In Österreich hat der Antragsteller die Möglichkeit, Beschwerde einzulegen – sowohl gegen die bescheidkonforme Besteuerung als auch gegen den Auskunftsbescheid selbst. Wird der Beschwerde stattgegeben, wird der Bescheid rückwirkend abgeändert. Kommt es vor Verwirklichung des zugrunde liegenden Sachverhaltes zu einer Gesetzesänderung der im Bescheid zur Anwendung kommenden abgabenrechtlichen Bestimmungen, erlischt der Rechtsanspruch der abgabenrechtlichen Beurteilung.
Gebühren
Bereits kurz nach Einführung von § 89 Abs. 2 AO wurde für die „Verbindliche Auskunft“ in Deutschland eine Gebührenpflicht eingeführt, die mit den Gesichtspunkten des Vorteilsausgleichs und der Kostendeckung gerechtfertigt wurde. Die Gebühr bestimmt sich nach dem Gegenstandswert, also der fraglichen Steuer. Sofern kein Gegenstandswert ermittelt werden kann, bestimmt sich die Gebühr nach dem Zeitaufwand. Die Praxis hat sich mit der Gebührenpflicht mehr oder weniger abgefunden, wenn auch im Einzelfall erhebliche Diskussionen bezüglich des in Ansatz zu bringenden Gegenstandswertes geführt werden und die Verfahrensweise der einzelnen Finanzämter unterschiedlich ist.
In Österreich wird
die Gebühr für die „Verbindliche Auskunft“ nach dem Vorjahresumsatz bemessen.
Auch in Österreich besteht eine Gebührenpflicht für den Auskunftsbescheid, wobei diese deutlich weniger streitanfällig ist, da die Gebühr anhand des Vorjahresumsatzes bemessen wird. Der sogenannte Verwaltungskostenbeitrag ist sachverhaltsbezogen und kommt daher je Sachverhalt, zu dem ein Auskunftsbescheid beantragt wird, zum Tragen. Mehrere Rechtsfragen zu einem Sachverhalt sind möglich; bei mehreren Sachverhalten wird der Verwaltungskostenbeitrag mehrfach fällig. Er bemisst sich an den Umsatzerlösen in den zwölf Monaten vor dem letzten Abschlussstichtag und bewegt sich in einer Bandbreite von 1.500,00 Euro bis 20.000,00 Euro. Wird der Antrag zurückgewiesen oder unter gewissen Voraussetzungen zurückgenommen, reduziert sich der Verwaltungskostenbeitrag auf 500,00 Euro.
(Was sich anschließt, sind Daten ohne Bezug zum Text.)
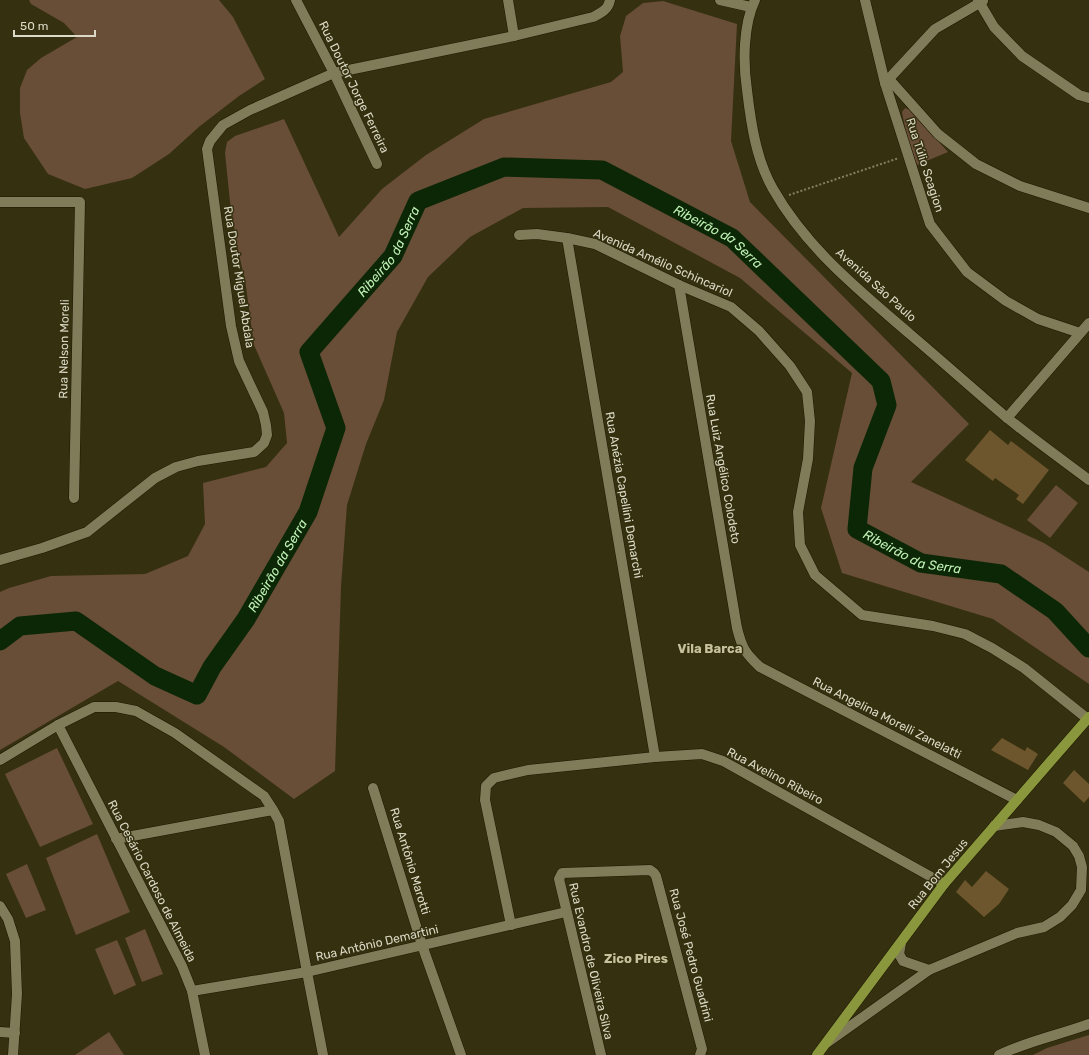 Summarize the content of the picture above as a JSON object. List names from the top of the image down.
{
  "streets": {
    "main road": ["Rua Bom Jesus"],
    "street": [
      "Rua Doutor Jorge Ferreira",
      "Rua Túlio Scagion",
      "Avenida Amélio Schincariol",
      "Rua Doutor Miguel Abdala",
      "Avenida São Paulo",
      "Rua Nelson Moreli",
      "Rua Luiz Angélico Colodeto",
      "Rua Anézia Capellini Demarchi",
      "Rua Angelina Morelli Zanelatti",
      "Rua Avelino Ribeiro",
      "Rua Antônio Marotti",
      "Rua Cesário Cardoso de Almeida",
      "Rua Antônio Demartini",
      "Rua José Pedro Guadrini",
      "Rua Evandro de Oliveira Silva"
    ]
  },
  "crossings": [
    ["Rua Doutor Jorge Ferreira", "Rua Doutor Miguel Abdala"],
    ["Avenida Amélio Schincariol", "Rua Luiz Angélico Colodeto"],
    ["Avenida Amélio Schincariol", "Rua Anézia Capellini Demarchi"],
    ["Avenida Amélio Schincariol", "Rua Bom Jesus"],
    ["Rua Luiz Angélico Colodeto", "Rua Angelina Morelli Zanelatti"],
    ["Rua Anézia Capellini Demarchi", "Rua Avelino Ribeiro"],
    ["Rua Angelina Morelli Zanelatti", "Rua Bom Jesus"],
    ["Rua Avelino Ribeiro", "Rua Bom Jesus"],
    ["Rua Avelino Ribeiro", "Rua Antônio Demartini"],
    ["Rua Antônio Marotti", "Rua Antônio Demartini"],
    ["Rua Cesário Cardoso de Almeida", "Rua Antônio Demartini"],
    ["Rua Antônio Demartini", "Rua Evandro de Oliveira Silva"],
    ["Rua José Pedro Guadrini", "Rua Evandro de Oliveira Silva"]
  ],
  "districts": ["Vila Barca", "Zico Pires"],
  "water": ["Ribeirão da Serra"],
  "scale_bar": "50 m"
} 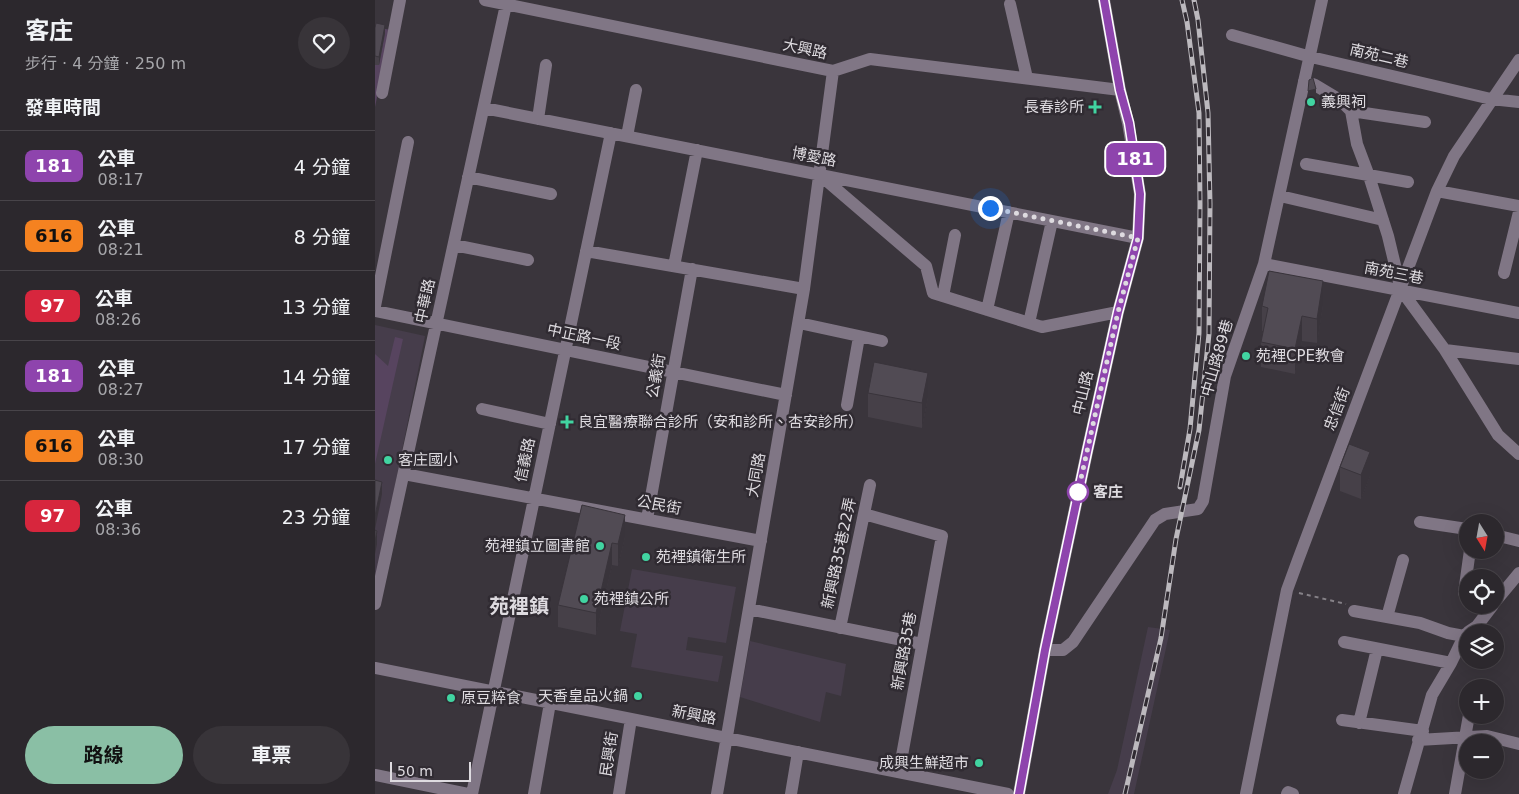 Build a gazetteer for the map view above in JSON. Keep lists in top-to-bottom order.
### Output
{
  "streets": {
    "street": [
      "大興路",
      "南苑二巷",
      "博愛路",
      "南苑三巷",
      "中華路",
      "中正路一段",
      "中山路89巷",
      "公義街",
      "中山路",
      "忠信街",
      "信義路",
      "大同路",
      "公民街",
      "新興路35巷22弄",
      "新興路35巷",
      "新興路",
      "民興街"
    ]
  },
  "crossings": [
    ["大興路", "中華路"],
    ["大興路", "中山路"],
    ["大興路", "大同路"],
    ["南苑二巷", "中山路89巷"],
    ["南苑二巷", "忠信街"],
    ["博愛路", "中華路"],
    ["博愛路", "中山路"],
    ["博愛路", "信義路"],
    ["博愛路", "大同路"],
    ["南苑三巷", "中山路89巷"],
    ["南苑三巷", "忠信街"],
    ["中華路", "中正路一段"],
    ["中華路", "公民街"],
    ["中正路一段", "公義街"],
    ["中正路一段", "信義路"],
    ["中正路一段", "大同路"],
    ["中山路89巷", "中山路"],
    ["公義街", "公民街"],
    ["信義路", "公民街"],
    ["信義路", "新興路"],
    ["大同路", "公民街"],
    ["大同路", "新興路35巷22弄"],
    ["大同路", "新興路"],
    ["新興路35巷22弄", "新興路35巷"],
    ["新興路35巷", "新興路"],
    ["新興路", "民興街"]
  ],
  "districts": ["苑裡鎮"],
  "places": {
    "other": [
      "義興祠",
      "苑裡CPE教會",
      "客庄國小",
      "客庄",
      "苑裡鎮立圖書館",
      "苑裡鎮衛生所",
      "苑裡鎮公所",
      "天香皇品火鍋",
      "原豆粹食",
      "成興生鮮超市"
    ],
    "health": ["長春診所", "良宜醫療聯合診所（安和診所、杏安診所）"]
  },
  "lines": ["bus line 181"],
  "scale_bar": "50 m",
  "north": "bottom",
  "page": {
    "heading": [
      ["客庄", "步行 · 4 分鐘 · 250 m"],
      "發車時間"
    ],
    "on_map": "181",
    "list": [
      {
        "mark": "181",
        "name": "公車",
        "note": "08:17",
        "value": "4 分鐘"
      },
      {
        "mark": "616",
        "name": "公車",
        "note": "08:21",
        "value": "8 分鐘"
      },
      {
        "mark": "97",
        "name": "公車",
        "note": "08:26",
        "value": "13 分鐘"
      },
      {
        "mark": "181",
        "name": "公車",
        "note": "08:27",
        "value": "14 分鐘"
      },
      {
        "mark": "616",
        "name": "公車",
        "note": "08:30",
        "value": "17 分鐘"
      },
      {
        "mark": "97",
        "name": "公車",
        "note": "08:36",
        "value": "23 分鐘"
      }
    ],
    "map_buttons": ["+", "−"],
    "buttons": ["路線", "車票"],
    "scale": "50 m"
  }
} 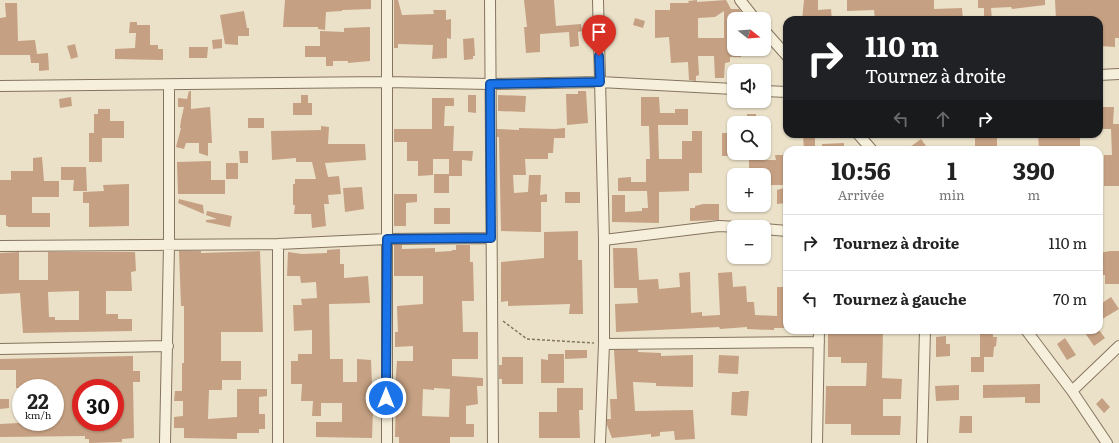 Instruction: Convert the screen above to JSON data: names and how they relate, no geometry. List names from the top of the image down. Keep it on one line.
{"north":"right","page":{"map_buttons":["+","−"],"turn":["110 m","Tournez à droite"],"eta":["10:56","Arrivée","1","min","390","m"],"list":[{"name":"Tournez à droite","value":"110 m"},{"name":"Tournez à gauche","value":"70 m"}],"speed":"22 km/h","limit":"30"}}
Die „Verbindliche Auskunft“ ist in Deutschland ein wesentlicher Bestandteil für die Steuerplanungssicherheit, gerade vor dem Hintergrund der Vielzahl unbestimmter Rechtsbegriffe und Auslegungsfragen. In Österreich wird dieses Instrument jedoch von der Praxis deutlich weniger angenommen, was an der Einschränkung der Rechtsgebiete für die Auskunftspflicht liegen kann oder auch an der Tatsache, dass für die Erledigung des Auskunftsantrages keine konkrete Frist definiert ist, obgleich die entsprechenden Kosten sehr hoch ausfallen können, wobei die beiden letzteren Argumente für die deutsche Rechtslage ebenso gelten. Nach Auskunft des österreichischen Bundesministeriums für Finanzen kam es im Zeitraum von 2011 bis 2013 zu lediglich rund 38 Anträgen pro Jahr für ganz Österreich. In Deutschland werden keine diesbezüglichen Statistiken geführt. Im Jahr 2006 schätzte die Oberfinanzdirektion Koblenz die Anzahl der „Verbindlichen Auskünfte“ bundesweit auf rund 10.000 pro Jahr. Angesichts der in den letzten Jahren zunehmenden Bedeutung der „Verbindlichen Auskunft“ wird die Anzahl heute vermutlich wesentlich höher liegen.